> _DATA PROVIDED_

---+---

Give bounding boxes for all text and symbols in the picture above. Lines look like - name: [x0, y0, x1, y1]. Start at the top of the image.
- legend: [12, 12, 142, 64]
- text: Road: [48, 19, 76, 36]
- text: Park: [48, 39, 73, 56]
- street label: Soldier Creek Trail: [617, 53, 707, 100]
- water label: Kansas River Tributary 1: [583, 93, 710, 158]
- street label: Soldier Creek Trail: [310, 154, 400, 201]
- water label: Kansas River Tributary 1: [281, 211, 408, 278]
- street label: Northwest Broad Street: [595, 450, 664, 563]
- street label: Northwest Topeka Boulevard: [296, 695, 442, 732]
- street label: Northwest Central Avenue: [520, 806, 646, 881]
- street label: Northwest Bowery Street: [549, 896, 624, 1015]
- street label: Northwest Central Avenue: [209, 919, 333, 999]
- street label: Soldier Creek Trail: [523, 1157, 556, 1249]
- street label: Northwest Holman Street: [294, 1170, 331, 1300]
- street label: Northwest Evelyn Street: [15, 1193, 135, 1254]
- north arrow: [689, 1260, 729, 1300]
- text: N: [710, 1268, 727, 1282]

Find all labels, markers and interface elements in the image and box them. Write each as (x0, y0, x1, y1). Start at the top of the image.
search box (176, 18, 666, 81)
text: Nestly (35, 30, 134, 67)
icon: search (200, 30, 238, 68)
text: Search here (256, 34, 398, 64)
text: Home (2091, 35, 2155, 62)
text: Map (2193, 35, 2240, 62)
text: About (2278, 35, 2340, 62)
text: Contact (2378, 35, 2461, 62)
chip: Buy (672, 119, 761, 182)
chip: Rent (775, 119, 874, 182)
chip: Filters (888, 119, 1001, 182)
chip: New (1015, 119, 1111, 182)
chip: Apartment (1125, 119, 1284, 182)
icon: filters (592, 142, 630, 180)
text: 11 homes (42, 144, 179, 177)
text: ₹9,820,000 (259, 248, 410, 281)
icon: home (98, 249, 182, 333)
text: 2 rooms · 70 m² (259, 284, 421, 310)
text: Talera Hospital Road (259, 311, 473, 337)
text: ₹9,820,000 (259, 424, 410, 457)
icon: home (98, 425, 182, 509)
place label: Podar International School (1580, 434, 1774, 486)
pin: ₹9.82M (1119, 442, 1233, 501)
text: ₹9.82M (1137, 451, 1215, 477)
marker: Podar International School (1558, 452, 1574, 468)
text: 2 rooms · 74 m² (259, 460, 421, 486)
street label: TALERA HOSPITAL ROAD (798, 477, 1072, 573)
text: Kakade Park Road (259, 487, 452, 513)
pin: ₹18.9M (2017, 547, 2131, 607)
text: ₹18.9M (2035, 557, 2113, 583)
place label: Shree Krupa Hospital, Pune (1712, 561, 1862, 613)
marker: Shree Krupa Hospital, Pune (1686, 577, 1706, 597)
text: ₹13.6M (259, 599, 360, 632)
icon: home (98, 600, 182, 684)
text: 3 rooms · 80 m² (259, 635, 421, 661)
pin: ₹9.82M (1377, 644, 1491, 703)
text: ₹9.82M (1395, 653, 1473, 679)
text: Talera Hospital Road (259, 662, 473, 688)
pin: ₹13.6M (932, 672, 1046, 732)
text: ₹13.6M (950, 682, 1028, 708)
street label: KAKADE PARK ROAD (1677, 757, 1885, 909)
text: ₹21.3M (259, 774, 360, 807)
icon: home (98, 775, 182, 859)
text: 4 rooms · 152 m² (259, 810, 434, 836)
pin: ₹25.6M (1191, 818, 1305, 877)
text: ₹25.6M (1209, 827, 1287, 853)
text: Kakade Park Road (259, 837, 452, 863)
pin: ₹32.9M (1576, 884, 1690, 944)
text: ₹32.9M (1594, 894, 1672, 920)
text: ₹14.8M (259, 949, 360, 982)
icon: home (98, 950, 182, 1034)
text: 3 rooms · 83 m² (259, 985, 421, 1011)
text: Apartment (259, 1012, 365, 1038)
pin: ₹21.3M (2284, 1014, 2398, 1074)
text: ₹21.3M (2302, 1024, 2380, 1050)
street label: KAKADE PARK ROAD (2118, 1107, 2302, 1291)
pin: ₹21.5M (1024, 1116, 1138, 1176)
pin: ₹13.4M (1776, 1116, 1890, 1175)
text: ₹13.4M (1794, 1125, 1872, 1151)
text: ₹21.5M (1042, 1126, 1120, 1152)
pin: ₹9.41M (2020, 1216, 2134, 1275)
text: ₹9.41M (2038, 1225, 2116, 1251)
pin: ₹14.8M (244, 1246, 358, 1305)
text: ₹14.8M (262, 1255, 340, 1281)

---+---

> _TASK PROMPT_
Copy the records. Each line should match exactly.

> _COMPLETED EXERCISE_
Give bounding boxes for all text and symbols in the picture above. Lines look like - name: [x0, y0, x1, y1]. Start at the top of the image.
- legend: [12, 12, 142, 64]
- text: Road: [48, 19, 76, 36]
- text: Park: [48, 39, 73, 56]
- street label: Soldier Creek Trail: [617, 53, 707, 100]
- water label: Kansas River Tributary 1: [583, 93, 710, 158]
- street label: Soldier Creek Trail: [310, 154, 400, 201]
- water label: Kansas River Tributary 1: [281, 211, 408, 278]
- street label: Northwest Broad Street: [595, 450, 664, 563]
- street label: Northwest Topeka Boulevard: [296, 695, 442, 732]
- street label: Northwest Central Avenue: [520, 806, 646, 881]
- street label: Northwest Bowery Street: [549, 896, 624, 1015]
- street label: Northwest Central Avenue: [209, 919, 333, 999]
- street label: Soldier Creek Trail: [523, 1157, 556, 1249]
- street label: Northwest Holman Street: [294, 1170, 331, 1300]
- street label: Northwest Evelyn Street: [15, 1193, 135, 1254]
- north arrow: [689, 1260, 729, 1300]
- text: N: [710, 1268, 727, 1282]

Find all labels, markers and interface elements in the image and box them. Write each as (x0, y0, x1, y1). Start at the top of the image.
search box (176, 18, 666, 81)
text: Nestly (35, 30, 134, 67)
icon: search (200, 30, 238, 68)
text: Search here (256, 34, 398, 64)
text: Home (2091, 35, 2155, 62)
text: Map (2193, 35, 2240, 62)
text: About (2278, 35, 2340, 62)
text: Contact (2378, 35, 2461, 62)
chip: Buy (672, 119, 761, 182)
chip: Rent (775, 119, 874, 182)
chip: Filters (888, 119, 1001, 182)
chip: New (1015, 119, 1111, 182)
chip: Apartment (1125, 119, 1284, 182)
icon: filters (592, 142, 630, 180)
text: 11 homes (42, 144, 179, 177)
text: ₹9,820,000 (259, 248, 410, 281)
icon: home (98, 249, 182, 333)
text: 2 rooms · 70 m² (259, 284, 421, 310)
text: Talera Hospital Road (259, 311, 473, 337)
text: ₹9,820,000 (259, 424, 410, 457)
icon: home (98, 425, 182, 509)
place label: Podar International School (1580, 434, 1774, 486)
pin: ₹9.82M (1119, 442, 1233, 501)
text: ₹9.82M (1137, 451, 1215, 477)
marker: Podar International School (1558, 452, 1574, 468)
text: 2 rooms · 74 m² (259, 460, 421, 486)
street label: TALERA HOSPITAL ROAD (798, 477, 1072, 573)
text: Kakade Park Road (259, 487, 452, 513)
pin: ₹18.9M (2017, 547, 2131, 607)
text: ₹18.9M (2035, 557, 2113, 583)
place label: Shree Krupa Hospital, Pune (1712, 561, 1862, 613)
marker: Shree Krupa Hospital, Pune (1686, 577, 1706, 597)
text: ₹13.6M (259, 599, 360, 632)
icon: home (98, 600, 182, 684)
text: 3 rooms · 80 m² (259, 635, 421, 661)
pin: ₹9.82M (1377, 644, 1491, 703)
text: ₹9.82M (1395, 653, 1473, 679)
text: Talera Hospital Road (259, 662, 473, 688)
pin: ₹13.6M (932, 672, 1046, 732)
text: ₹13.6M (950, 682, 1028, 708)
street label: KAKADE PARK ROAD (1677, 757, 1885, 909)
text: ₹21.3M (259, 774, 360, 807)
icon: home (98, 775, 182, 859)
text: 4 rooms · 152 m² (259, 810, 434, 836)
pin: ₹25.6M (1191, 818, 1305, 877)
text: ₹25.6M (1209, 827, 1287, 853)
text: Kakade Park Road (259, 837, 452, 863)
pin: ₹32.9M (1576, 884, 1690, 944)
text: ₹32.9M (1594, 894, 1672, 920)
text: ₹14.8M (259, 949, 360, 982)
icon: home (98, 950, 182, 1034)
text: 3 rooms · 83 m² (259, 985, 421, 1011)
text: Apartment (259, 1012, 365, 1038)
pin: ₹21.3M (2284, 1014, 2398, 1074)
text: ₹21.3M (2302, 1024, 2380, 1050)
street label: KAKADE PARK ROAD (2118, 1107, 2302, 1291)
pin: ₹21.5M (1024, 1116, 1138, 1176)
pin: ₹13.4M (1776, 1116, 1890, 1175)
text: ₹13.4M (1794, 1125, 1872, 1151)
text: ₹21.5M (1042, 1126, 1120, 1152)
pin: ₹9.41M (2020, 1216, 2134, 1275)
text: ₹9.41M (2038, 1225, 2116, 1251)
pin: ₹14.8M (244, 1246, 358, 1305)
text: ₹14.8M (262, 1255, 340, 1281)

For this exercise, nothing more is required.